#### Dataset records:
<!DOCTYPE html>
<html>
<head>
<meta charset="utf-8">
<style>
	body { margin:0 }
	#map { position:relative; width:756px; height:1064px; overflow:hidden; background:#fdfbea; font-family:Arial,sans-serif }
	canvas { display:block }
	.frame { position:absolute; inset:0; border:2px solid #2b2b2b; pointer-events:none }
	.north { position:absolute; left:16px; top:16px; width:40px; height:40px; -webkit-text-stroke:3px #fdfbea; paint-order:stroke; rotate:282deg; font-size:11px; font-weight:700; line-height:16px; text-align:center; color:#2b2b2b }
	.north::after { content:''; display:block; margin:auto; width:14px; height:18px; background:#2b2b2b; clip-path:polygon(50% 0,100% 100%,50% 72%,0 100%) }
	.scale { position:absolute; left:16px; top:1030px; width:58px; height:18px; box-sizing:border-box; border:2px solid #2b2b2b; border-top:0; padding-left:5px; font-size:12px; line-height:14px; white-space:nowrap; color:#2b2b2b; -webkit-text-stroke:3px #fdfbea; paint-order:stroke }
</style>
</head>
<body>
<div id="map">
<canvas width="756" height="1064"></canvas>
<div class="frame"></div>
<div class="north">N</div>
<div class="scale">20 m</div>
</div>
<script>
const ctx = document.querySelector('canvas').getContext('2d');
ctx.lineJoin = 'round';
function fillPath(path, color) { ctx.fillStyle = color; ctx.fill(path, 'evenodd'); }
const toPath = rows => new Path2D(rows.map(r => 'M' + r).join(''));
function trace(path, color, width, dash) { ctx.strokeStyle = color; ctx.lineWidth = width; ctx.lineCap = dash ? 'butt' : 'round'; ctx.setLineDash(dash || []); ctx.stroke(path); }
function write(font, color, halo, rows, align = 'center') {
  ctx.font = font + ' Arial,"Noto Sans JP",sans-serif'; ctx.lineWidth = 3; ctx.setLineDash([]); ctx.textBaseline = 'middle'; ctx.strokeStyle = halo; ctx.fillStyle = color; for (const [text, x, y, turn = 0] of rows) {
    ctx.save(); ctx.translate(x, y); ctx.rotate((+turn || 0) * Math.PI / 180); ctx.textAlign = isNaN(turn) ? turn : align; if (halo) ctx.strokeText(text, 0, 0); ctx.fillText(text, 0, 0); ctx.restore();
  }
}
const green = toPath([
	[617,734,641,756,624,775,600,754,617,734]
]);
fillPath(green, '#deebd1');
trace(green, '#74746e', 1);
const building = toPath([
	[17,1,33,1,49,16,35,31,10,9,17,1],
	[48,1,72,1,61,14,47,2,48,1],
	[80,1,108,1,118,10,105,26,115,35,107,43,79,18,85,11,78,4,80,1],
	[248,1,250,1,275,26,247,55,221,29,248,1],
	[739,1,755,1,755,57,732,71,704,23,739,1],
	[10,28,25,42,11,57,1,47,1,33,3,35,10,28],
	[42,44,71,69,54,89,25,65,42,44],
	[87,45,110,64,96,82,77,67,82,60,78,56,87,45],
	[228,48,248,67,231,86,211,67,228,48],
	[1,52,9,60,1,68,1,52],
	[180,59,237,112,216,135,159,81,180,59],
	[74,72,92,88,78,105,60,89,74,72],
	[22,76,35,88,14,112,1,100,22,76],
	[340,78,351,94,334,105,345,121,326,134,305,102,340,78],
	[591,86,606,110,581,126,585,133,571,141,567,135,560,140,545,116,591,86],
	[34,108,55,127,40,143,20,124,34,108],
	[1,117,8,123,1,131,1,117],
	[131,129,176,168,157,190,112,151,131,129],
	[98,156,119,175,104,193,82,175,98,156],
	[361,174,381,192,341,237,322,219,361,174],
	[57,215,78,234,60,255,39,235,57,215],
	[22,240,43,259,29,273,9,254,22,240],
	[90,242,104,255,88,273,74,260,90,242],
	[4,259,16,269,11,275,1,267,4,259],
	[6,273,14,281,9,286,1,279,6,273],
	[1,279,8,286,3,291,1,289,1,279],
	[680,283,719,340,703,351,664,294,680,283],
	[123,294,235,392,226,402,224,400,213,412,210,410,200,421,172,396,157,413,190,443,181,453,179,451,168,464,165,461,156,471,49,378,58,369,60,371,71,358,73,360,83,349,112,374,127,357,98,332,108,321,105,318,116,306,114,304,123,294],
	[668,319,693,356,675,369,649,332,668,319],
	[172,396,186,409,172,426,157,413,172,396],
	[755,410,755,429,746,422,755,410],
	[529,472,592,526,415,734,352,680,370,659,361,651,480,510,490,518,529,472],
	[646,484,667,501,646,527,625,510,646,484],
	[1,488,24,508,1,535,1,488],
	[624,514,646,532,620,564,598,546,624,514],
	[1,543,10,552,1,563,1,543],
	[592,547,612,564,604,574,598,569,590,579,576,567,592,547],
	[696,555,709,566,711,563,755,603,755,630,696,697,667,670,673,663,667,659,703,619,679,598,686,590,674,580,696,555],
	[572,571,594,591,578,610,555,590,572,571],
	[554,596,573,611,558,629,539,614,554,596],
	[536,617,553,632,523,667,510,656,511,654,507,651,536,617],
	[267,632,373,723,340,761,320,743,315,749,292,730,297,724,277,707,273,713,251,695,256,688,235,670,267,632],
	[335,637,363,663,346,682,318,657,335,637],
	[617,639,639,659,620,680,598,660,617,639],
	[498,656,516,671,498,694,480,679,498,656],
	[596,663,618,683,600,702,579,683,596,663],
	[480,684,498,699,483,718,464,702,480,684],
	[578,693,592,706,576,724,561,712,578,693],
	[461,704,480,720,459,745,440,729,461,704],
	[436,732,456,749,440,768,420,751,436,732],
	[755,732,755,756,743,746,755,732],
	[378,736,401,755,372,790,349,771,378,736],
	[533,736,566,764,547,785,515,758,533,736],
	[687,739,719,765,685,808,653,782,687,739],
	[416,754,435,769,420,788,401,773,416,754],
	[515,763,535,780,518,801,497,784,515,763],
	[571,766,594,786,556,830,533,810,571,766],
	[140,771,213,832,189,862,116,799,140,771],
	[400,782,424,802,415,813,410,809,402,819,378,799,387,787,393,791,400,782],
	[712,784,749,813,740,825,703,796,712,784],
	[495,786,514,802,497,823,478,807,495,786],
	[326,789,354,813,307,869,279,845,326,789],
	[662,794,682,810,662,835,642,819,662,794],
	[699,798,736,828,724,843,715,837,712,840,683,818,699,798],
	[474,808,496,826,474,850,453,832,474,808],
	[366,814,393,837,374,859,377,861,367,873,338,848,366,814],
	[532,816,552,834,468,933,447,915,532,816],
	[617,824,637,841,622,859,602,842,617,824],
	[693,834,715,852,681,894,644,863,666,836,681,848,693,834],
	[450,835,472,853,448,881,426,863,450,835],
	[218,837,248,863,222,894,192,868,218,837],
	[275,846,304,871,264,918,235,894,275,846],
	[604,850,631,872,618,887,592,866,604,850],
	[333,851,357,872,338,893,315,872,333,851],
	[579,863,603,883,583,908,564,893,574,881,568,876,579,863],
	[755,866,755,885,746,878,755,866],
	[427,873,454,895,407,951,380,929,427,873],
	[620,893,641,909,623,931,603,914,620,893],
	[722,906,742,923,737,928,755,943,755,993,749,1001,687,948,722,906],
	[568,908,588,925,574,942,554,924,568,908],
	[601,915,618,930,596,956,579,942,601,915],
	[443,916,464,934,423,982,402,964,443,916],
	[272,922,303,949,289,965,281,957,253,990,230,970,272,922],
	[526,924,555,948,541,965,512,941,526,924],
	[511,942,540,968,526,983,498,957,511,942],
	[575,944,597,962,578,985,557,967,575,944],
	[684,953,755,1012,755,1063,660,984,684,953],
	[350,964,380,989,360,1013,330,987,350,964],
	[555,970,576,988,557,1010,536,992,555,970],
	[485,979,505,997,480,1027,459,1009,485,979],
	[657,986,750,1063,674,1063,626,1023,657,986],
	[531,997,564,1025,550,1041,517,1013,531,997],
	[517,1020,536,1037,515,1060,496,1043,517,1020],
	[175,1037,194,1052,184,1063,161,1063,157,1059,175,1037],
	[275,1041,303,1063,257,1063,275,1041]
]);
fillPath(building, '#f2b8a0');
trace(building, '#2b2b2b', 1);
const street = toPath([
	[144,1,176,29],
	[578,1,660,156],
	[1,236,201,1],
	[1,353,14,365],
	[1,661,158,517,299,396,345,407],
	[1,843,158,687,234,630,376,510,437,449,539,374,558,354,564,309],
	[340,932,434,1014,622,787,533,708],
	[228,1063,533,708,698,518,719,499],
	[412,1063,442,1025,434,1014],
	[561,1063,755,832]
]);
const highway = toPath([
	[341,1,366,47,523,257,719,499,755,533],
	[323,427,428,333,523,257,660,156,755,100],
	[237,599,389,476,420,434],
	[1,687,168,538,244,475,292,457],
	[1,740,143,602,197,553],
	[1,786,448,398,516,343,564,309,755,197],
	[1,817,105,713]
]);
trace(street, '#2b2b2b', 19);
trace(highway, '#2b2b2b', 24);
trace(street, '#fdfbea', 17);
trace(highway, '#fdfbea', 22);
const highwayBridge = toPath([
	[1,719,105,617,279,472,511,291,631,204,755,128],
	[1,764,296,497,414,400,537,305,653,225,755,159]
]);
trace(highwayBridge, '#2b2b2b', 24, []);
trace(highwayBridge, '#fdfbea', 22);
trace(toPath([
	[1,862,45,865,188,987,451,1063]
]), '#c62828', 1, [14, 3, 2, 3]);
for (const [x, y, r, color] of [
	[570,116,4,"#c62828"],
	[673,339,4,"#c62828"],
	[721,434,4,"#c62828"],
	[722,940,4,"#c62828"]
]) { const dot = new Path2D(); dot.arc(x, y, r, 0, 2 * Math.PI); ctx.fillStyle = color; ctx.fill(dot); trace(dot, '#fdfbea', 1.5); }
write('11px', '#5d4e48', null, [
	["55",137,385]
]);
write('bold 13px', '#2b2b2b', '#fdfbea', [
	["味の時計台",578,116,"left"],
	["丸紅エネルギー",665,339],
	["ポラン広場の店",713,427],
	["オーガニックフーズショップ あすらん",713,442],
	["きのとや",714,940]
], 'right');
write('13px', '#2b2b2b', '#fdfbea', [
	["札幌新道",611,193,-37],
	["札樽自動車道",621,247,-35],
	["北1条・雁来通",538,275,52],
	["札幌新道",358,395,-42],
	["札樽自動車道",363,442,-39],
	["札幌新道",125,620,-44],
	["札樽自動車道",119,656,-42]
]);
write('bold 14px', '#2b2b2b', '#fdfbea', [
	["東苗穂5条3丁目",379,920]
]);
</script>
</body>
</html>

#### Assignment:
The word to look for is "canvas"; copy out every line of the entries that holds it.

#### Answer space:
	canvas { display:block }
<canvas width="756" height="1064"></canvas>
const ctx = document.querySelector('canvas').getContext('2d');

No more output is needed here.